Cracknell and Ian MacNeil have done a revealing work. They really produce the effect of a doll's house with the moving set. You get the sensation that you can see all rooms at the same time, like in an old doll's house in a shop window. And technically that is what Ibsen’s play is about: simultaneous actions happening in different rooms: the audience can only witness one, but is aware of all of them (and of their importance) at all times. This fascinating conception deserves five stars. But “A Doll’s House” is about Nora and Hattie Morahan is a weak Nora. She is so childish in all aspects that you are tempted to think that Torvald is right in patronizing her. And that is exactly what you should never think. Nora may be childish but she also has strength, intelligence and determination.

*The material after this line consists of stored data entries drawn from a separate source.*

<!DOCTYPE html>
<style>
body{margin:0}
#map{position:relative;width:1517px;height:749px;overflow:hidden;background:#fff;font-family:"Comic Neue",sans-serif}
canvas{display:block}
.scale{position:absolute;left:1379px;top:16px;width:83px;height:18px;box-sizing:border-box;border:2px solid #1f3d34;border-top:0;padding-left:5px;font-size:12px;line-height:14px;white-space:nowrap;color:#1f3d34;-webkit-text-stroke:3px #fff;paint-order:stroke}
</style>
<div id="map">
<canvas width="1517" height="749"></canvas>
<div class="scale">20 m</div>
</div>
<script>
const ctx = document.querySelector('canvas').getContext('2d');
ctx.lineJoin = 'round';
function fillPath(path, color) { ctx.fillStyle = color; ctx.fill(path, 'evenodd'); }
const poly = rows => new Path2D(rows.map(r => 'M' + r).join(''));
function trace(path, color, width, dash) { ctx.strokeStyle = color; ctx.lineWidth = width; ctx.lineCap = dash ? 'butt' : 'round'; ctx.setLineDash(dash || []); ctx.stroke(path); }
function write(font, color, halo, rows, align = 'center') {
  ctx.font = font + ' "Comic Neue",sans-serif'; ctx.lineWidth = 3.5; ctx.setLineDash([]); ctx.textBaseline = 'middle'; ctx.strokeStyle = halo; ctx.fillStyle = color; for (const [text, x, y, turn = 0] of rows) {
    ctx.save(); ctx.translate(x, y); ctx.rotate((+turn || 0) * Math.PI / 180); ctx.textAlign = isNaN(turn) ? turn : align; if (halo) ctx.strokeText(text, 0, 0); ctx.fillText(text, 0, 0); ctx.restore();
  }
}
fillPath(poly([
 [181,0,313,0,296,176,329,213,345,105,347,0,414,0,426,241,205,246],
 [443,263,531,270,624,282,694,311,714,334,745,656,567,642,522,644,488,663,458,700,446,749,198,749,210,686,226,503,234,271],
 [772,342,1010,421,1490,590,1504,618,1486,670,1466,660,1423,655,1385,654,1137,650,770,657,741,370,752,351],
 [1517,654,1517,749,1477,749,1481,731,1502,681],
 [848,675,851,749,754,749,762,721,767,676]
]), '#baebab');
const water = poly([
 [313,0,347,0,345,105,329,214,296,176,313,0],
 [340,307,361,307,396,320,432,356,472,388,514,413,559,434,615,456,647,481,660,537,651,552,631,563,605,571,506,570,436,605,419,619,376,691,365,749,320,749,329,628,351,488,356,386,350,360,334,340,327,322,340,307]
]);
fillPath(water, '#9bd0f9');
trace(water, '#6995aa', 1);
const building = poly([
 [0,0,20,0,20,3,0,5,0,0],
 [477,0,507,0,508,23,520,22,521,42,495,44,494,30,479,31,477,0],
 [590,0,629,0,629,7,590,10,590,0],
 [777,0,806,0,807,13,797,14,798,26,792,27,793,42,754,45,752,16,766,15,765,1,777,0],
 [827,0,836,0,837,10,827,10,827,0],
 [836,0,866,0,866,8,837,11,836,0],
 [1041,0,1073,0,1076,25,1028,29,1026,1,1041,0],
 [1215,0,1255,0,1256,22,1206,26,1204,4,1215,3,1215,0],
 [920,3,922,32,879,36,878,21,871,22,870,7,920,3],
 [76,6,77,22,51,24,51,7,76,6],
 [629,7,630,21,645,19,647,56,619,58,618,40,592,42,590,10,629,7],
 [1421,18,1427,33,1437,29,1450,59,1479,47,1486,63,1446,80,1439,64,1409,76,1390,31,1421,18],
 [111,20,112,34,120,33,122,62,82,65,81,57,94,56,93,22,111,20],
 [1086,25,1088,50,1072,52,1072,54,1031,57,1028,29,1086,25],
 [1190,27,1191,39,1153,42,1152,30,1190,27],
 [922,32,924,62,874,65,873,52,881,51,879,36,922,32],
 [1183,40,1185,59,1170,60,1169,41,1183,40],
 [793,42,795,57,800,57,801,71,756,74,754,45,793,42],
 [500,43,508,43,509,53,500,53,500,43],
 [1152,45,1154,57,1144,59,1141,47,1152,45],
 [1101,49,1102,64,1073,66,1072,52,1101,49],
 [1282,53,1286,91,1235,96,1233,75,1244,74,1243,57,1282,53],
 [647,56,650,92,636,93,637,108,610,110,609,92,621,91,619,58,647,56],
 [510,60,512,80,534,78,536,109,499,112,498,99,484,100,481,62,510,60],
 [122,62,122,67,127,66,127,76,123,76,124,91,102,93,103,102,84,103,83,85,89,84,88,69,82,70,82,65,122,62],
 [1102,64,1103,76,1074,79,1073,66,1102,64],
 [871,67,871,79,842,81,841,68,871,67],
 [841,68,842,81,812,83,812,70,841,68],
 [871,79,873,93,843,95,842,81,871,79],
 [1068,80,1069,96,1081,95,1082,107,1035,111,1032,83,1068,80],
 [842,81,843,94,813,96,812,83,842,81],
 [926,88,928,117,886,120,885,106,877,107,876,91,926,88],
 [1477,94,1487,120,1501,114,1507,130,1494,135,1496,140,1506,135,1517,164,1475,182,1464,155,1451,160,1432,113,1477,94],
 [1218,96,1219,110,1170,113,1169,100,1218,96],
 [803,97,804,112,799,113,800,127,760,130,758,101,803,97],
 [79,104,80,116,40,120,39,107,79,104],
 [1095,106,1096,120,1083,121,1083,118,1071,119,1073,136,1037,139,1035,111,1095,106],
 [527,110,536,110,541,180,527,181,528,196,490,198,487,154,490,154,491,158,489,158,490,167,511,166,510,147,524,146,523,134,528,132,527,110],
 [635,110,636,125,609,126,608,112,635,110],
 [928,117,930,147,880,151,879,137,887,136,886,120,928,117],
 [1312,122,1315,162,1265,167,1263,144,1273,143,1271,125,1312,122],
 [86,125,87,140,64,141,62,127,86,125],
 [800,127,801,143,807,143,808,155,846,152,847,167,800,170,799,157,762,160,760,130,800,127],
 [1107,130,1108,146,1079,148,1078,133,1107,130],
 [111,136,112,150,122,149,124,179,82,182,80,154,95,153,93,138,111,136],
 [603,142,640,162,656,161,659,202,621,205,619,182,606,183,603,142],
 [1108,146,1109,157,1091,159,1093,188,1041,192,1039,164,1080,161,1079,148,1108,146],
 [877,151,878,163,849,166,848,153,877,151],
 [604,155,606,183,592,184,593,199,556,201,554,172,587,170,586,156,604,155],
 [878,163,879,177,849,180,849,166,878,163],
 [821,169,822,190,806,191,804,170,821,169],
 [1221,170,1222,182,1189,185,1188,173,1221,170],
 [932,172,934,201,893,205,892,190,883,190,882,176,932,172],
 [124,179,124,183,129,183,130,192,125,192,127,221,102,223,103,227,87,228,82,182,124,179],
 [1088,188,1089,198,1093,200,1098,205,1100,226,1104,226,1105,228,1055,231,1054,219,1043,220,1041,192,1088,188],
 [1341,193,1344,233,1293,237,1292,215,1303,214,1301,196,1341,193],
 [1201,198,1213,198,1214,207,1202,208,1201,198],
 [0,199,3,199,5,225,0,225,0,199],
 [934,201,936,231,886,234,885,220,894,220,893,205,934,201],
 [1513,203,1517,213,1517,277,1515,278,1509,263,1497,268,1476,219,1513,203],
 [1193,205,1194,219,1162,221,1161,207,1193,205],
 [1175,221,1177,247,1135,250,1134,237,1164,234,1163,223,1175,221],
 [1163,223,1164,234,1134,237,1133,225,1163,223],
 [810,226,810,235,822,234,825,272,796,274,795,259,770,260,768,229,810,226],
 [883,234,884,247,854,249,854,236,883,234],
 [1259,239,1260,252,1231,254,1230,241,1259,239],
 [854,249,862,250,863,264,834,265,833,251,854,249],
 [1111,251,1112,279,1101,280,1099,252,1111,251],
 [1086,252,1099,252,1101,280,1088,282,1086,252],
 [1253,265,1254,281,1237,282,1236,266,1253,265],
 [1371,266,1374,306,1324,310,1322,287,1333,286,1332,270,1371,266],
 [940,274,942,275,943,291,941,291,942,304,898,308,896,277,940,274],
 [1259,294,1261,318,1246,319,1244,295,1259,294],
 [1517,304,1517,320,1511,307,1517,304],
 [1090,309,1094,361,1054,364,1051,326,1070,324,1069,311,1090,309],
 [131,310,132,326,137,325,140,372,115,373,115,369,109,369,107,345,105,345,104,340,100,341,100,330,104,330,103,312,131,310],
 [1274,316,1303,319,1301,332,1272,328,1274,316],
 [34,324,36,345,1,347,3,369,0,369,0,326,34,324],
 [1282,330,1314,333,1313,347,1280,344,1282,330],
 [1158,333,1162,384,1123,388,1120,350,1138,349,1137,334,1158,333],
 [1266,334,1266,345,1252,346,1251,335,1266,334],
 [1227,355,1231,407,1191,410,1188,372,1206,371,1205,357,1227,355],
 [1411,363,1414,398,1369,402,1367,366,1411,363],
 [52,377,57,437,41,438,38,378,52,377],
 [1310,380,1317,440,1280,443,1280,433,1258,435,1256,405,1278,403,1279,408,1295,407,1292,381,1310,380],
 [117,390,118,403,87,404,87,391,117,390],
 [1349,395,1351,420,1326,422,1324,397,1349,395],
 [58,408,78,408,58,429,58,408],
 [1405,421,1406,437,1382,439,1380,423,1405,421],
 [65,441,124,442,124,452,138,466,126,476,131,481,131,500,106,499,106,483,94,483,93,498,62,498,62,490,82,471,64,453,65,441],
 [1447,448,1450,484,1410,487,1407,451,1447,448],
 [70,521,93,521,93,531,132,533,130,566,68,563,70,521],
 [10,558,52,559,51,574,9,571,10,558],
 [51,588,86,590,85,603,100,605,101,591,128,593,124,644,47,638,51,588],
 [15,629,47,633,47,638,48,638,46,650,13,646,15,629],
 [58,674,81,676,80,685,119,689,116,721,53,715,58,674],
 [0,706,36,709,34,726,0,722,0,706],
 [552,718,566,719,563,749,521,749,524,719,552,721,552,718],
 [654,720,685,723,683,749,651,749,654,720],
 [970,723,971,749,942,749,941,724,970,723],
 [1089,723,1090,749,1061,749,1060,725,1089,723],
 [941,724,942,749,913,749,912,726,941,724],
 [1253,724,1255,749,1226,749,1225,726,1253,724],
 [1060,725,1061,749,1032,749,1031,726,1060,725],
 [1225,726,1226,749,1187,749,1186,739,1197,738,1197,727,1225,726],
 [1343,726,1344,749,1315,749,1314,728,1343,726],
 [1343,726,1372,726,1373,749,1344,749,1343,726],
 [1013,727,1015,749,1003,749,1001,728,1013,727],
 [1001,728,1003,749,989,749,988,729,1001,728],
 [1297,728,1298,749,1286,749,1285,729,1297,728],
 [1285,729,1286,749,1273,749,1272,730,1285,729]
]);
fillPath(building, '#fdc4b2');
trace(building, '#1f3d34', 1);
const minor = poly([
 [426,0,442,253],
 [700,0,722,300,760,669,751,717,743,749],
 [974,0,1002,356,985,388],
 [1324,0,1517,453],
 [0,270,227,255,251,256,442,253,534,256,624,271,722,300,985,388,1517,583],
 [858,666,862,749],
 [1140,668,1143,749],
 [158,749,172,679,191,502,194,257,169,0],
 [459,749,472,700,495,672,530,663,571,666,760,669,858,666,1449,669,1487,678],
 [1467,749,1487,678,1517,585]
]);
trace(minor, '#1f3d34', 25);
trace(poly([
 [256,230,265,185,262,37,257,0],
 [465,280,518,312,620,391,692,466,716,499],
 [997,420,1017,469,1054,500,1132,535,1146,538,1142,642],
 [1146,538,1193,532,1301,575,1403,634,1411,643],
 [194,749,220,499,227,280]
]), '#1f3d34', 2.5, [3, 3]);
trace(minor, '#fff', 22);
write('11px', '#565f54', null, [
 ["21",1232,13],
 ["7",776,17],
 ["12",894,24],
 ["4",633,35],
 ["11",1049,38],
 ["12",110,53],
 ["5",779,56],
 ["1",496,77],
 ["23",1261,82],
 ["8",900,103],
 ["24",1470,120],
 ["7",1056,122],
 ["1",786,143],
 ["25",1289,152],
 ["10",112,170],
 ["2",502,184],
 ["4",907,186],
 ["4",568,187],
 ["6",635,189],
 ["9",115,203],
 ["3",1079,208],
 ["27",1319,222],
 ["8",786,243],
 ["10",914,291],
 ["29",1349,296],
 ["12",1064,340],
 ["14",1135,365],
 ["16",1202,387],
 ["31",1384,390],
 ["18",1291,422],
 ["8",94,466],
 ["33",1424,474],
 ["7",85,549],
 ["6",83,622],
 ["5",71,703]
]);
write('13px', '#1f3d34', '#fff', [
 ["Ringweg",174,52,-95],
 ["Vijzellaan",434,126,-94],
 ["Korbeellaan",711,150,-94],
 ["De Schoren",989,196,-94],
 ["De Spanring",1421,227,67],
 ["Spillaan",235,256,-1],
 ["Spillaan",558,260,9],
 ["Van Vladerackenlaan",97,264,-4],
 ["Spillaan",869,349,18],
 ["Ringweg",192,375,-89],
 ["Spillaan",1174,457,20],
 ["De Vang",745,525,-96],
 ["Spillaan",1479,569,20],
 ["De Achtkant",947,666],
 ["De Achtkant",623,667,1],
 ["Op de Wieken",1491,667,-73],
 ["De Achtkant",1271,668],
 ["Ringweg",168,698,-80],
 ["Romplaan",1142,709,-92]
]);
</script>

Without these qualities her final outburst to start off a new life as a person might be seen as the latest whim of a spoilt child. And that is exactly what you should never see in Nora’s spellbinding outbreak.
Your review is too short, badly-written and ill-informed. Thatcher-esque is a lazy word in this context and the sentiment it evokes wholly irrelevant to this play and this production. This review does not do justice to the production or to Time Out.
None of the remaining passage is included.